_What you need to do_
List each line of the data that holds the string "strokeStyle", please.
[Data records]
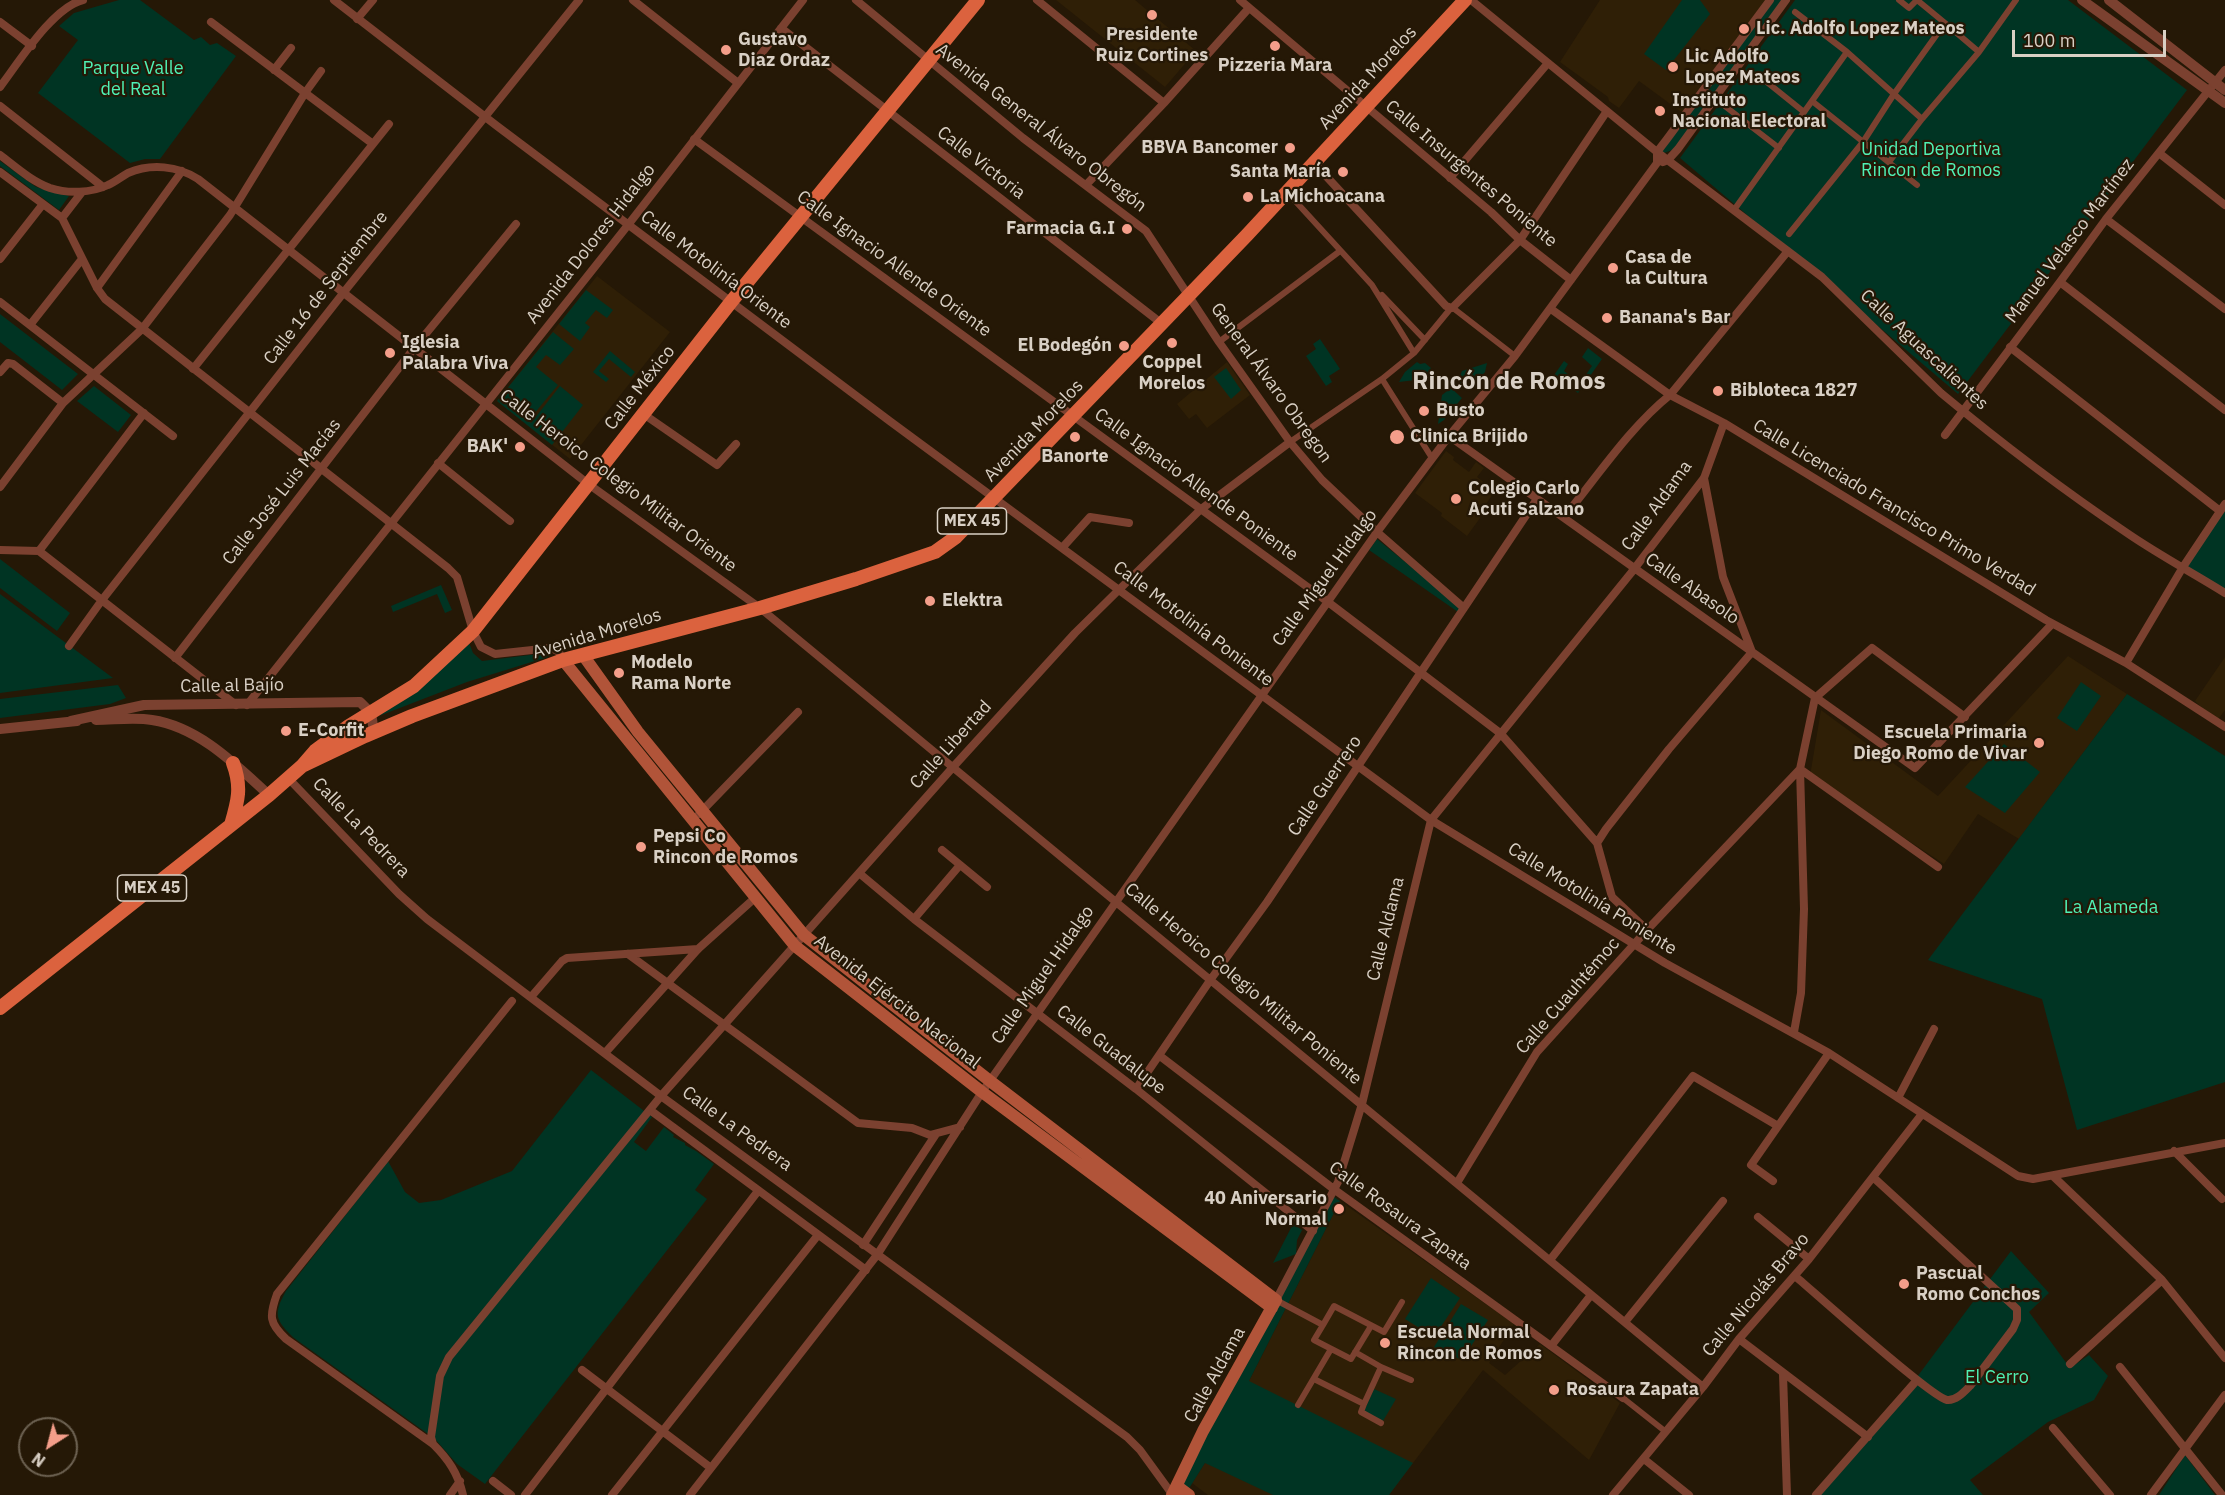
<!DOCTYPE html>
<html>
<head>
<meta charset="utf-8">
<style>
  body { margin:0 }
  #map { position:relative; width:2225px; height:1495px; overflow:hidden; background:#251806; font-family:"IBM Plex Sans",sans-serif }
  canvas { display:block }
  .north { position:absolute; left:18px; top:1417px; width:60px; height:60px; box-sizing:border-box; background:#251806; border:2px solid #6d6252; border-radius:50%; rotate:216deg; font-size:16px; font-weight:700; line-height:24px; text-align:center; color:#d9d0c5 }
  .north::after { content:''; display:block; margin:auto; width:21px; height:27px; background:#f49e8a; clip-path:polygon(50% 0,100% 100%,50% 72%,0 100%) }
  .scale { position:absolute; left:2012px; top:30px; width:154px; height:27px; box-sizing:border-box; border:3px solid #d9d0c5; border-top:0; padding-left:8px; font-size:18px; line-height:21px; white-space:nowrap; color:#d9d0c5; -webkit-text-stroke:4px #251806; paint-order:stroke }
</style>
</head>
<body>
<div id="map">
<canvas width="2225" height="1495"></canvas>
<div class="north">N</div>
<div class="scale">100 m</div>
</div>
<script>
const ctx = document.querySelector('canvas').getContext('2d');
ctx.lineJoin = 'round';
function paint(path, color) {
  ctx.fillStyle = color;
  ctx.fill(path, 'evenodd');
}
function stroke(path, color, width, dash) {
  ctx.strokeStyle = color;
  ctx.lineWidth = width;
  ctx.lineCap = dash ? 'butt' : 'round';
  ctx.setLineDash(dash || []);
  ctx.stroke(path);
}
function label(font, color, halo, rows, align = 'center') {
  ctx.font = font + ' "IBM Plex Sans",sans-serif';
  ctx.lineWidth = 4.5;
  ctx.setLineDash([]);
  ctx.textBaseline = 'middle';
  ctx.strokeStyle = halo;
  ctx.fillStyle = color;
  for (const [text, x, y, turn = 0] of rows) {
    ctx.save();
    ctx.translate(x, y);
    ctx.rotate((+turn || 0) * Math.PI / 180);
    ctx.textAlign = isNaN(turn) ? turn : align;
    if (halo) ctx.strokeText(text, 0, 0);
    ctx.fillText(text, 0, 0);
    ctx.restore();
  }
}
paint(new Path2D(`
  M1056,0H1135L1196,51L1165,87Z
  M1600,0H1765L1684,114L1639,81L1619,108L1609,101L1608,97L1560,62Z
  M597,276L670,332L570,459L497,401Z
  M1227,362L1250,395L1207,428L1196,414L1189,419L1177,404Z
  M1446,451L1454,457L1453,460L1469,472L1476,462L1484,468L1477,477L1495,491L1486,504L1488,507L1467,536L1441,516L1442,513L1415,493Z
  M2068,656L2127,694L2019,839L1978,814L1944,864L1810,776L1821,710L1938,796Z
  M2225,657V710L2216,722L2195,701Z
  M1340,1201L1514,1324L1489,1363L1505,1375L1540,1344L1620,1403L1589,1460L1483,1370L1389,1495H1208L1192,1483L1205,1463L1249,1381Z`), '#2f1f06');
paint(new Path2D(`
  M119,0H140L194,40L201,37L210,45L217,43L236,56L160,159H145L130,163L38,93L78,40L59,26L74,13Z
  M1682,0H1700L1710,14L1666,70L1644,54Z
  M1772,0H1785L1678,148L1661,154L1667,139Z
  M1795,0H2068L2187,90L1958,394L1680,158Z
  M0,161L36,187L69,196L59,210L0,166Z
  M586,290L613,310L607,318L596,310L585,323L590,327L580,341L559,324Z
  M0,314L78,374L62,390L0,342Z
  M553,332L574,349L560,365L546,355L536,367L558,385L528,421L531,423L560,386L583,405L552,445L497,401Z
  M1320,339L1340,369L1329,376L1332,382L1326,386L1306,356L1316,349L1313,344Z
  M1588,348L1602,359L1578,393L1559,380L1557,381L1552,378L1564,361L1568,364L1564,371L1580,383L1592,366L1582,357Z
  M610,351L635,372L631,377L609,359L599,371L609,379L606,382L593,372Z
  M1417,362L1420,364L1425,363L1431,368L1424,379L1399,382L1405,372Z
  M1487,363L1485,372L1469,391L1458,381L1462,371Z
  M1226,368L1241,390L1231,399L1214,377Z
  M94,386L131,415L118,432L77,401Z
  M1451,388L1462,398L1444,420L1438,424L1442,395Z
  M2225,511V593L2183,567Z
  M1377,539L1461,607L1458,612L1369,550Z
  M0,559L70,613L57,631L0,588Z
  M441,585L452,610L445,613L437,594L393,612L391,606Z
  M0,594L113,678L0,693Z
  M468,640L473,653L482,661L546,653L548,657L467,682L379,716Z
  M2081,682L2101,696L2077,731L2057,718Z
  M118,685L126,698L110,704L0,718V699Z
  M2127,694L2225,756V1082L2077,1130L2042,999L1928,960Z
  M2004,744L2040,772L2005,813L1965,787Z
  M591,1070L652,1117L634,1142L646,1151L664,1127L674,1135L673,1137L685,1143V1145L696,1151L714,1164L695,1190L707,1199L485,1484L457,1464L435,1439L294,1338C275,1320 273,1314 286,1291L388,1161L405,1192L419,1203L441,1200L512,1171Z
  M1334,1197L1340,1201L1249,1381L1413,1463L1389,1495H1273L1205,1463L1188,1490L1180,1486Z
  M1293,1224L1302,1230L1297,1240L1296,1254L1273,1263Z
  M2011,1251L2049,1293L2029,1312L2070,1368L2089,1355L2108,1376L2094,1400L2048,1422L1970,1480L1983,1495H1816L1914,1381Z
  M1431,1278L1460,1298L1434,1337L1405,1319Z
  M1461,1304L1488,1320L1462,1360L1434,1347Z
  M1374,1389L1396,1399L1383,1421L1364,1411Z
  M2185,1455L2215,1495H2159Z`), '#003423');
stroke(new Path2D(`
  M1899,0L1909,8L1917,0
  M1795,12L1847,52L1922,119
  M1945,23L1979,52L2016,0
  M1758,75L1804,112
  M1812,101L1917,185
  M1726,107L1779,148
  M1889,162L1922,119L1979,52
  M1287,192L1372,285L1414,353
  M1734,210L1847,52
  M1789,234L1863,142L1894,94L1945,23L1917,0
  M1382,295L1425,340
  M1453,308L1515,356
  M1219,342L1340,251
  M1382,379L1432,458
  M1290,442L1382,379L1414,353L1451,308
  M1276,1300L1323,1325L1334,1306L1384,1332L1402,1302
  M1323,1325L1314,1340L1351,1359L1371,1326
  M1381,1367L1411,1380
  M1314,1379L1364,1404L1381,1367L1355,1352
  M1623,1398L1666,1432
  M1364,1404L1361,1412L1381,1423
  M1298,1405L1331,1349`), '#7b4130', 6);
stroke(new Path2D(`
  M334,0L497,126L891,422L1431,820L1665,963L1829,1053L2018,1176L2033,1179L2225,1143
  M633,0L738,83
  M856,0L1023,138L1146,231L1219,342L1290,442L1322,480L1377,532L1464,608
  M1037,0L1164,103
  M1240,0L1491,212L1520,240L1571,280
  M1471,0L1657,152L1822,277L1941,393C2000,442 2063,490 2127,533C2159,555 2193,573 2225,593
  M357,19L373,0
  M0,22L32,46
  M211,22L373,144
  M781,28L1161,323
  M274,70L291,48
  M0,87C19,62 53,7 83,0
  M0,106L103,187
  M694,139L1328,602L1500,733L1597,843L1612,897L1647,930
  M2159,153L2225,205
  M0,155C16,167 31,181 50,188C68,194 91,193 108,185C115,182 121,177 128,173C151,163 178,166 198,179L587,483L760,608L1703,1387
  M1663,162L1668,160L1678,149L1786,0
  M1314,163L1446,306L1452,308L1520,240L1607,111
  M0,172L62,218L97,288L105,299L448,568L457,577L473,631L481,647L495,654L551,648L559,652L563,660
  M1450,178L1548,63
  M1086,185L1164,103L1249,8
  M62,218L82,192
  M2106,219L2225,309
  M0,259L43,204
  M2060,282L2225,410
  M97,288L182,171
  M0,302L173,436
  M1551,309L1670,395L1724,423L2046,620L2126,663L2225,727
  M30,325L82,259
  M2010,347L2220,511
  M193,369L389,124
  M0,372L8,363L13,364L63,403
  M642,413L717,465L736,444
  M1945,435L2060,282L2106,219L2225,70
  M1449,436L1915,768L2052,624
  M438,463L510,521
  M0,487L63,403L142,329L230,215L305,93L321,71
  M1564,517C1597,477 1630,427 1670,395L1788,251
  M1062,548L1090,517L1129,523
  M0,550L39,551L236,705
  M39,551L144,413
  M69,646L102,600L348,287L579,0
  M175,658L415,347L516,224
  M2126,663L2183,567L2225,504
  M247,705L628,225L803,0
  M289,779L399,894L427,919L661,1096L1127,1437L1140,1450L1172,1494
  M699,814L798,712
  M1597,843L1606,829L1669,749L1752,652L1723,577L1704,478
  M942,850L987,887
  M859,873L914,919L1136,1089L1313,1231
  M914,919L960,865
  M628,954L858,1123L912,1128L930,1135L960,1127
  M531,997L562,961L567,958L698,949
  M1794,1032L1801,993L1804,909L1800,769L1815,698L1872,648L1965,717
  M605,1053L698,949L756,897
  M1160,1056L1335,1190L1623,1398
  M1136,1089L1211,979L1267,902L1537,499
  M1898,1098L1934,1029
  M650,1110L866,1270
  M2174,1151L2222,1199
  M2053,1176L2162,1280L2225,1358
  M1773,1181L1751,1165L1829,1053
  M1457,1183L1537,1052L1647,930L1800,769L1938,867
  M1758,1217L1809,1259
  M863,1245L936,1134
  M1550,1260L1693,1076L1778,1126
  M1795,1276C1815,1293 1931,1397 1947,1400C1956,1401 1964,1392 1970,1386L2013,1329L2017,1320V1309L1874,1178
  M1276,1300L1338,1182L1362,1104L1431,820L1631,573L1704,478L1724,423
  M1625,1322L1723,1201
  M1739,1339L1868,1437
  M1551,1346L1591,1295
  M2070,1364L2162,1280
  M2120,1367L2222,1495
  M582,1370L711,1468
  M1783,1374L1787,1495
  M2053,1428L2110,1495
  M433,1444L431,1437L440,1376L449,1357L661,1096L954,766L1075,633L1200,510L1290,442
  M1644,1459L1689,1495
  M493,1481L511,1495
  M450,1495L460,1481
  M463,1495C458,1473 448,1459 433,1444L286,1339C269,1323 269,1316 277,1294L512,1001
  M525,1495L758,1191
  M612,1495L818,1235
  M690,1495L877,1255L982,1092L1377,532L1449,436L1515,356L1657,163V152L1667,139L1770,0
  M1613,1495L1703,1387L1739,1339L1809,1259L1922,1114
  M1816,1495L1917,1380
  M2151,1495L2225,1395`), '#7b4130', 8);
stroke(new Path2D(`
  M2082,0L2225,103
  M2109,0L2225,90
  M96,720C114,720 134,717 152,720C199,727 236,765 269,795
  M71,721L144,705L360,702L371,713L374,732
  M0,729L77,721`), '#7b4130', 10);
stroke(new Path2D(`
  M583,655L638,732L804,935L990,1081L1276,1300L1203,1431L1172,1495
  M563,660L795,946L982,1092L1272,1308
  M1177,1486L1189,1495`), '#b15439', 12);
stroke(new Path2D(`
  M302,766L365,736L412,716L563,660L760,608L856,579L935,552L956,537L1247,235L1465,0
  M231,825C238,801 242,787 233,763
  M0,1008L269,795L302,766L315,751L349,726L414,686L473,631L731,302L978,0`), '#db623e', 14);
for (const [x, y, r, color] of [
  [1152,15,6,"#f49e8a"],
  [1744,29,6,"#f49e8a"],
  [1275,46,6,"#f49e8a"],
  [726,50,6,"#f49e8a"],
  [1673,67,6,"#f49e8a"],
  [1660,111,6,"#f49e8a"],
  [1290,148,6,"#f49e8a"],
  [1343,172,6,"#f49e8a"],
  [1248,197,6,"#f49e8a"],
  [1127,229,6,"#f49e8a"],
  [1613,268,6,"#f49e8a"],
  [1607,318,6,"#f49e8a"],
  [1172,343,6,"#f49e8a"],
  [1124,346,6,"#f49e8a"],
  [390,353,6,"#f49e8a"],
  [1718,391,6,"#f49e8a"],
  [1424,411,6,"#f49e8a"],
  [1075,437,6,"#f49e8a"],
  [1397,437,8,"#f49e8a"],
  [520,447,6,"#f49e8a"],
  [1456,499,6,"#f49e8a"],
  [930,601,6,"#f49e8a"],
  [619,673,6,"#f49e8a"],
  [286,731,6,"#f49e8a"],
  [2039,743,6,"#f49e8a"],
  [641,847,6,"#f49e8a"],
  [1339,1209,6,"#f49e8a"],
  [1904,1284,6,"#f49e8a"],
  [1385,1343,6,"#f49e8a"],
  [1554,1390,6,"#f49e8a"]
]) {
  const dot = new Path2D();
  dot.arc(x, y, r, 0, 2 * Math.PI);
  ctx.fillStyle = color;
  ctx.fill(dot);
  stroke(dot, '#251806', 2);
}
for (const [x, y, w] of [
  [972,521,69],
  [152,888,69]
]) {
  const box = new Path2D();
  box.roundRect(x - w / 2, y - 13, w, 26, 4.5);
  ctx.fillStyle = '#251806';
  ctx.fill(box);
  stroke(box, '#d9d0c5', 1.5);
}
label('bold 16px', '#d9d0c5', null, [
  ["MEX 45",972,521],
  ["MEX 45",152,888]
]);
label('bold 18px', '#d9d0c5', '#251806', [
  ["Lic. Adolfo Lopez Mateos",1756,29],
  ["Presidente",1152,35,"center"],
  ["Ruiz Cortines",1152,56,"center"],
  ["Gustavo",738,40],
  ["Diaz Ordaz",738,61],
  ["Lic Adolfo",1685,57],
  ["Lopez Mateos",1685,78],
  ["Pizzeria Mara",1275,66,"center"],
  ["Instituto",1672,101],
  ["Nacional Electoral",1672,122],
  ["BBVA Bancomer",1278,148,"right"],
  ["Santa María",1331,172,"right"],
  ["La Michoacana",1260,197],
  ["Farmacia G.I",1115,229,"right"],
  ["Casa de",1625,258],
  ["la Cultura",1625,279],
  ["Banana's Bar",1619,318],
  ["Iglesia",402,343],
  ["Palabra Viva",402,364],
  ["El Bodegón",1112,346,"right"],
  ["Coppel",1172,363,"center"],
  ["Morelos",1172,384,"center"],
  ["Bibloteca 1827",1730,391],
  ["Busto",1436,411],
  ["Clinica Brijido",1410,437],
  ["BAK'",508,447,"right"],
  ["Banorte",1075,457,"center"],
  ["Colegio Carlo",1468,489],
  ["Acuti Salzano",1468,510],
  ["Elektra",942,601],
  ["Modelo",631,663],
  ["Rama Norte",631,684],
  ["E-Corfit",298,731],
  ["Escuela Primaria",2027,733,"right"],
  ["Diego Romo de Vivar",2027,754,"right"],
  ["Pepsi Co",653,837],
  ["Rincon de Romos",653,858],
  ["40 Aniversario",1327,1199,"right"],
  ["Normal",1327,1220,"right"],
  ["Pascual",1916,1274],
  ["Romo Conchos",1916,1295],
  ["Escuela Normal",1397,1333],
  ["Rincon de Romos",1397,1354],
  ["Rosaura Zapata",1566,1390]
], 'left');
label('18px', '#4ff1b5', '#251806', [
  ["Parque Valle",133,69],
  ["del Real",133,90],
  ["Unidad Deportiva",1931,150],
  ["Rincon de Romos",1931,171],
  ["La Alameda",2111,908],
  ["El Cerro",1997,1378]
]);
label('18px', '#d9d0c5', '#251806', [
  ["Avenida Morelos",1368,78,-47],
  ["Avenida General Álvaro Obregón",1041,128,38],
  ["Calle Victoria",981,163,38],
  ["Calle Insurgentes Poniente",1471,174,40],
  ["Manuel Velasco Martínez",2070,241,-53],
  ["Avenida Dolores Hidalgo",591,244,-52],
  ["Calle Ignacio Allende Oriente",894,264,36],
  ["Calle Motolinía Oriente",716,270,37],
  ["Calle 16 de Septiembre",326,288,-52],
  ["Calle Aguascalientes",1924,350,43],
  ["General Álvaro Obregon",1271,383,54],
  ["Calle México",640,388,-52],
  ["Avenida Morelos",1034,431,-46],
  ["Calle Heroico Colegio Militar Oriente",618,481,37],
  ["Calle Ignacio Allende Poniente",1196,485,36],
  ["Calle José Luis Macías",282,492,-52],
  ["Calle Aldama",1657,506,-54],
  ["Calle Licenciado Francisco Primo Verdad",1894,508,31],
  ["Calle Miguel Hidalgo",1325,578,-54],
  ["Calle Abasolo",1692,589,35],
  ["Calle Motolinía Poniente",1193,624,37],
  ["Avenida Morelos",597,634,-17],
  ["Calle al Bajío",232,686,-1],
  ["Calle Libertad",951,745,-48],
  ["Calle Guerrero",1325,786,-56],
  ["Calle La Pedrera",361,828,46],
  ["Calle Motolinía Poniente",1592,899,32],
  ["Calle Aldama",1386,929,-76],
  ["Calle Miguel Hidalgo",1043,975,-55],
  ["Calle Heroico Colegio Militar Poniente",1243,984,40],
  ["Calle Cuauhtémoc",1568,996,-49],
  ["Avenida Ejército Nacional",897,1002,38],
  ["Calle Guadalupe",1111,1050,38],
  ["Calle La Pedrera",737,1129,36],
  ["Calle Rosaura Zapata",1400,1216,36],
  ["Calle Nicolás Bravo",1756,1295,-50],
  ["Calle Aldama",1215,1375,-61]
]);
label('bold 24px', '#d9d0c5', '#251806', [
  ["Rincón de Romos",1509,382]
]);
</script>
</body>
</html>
[/Data records]
_Answer below_
  ctx.strokeStyle = color;
  ctx.strokeStyle = halo;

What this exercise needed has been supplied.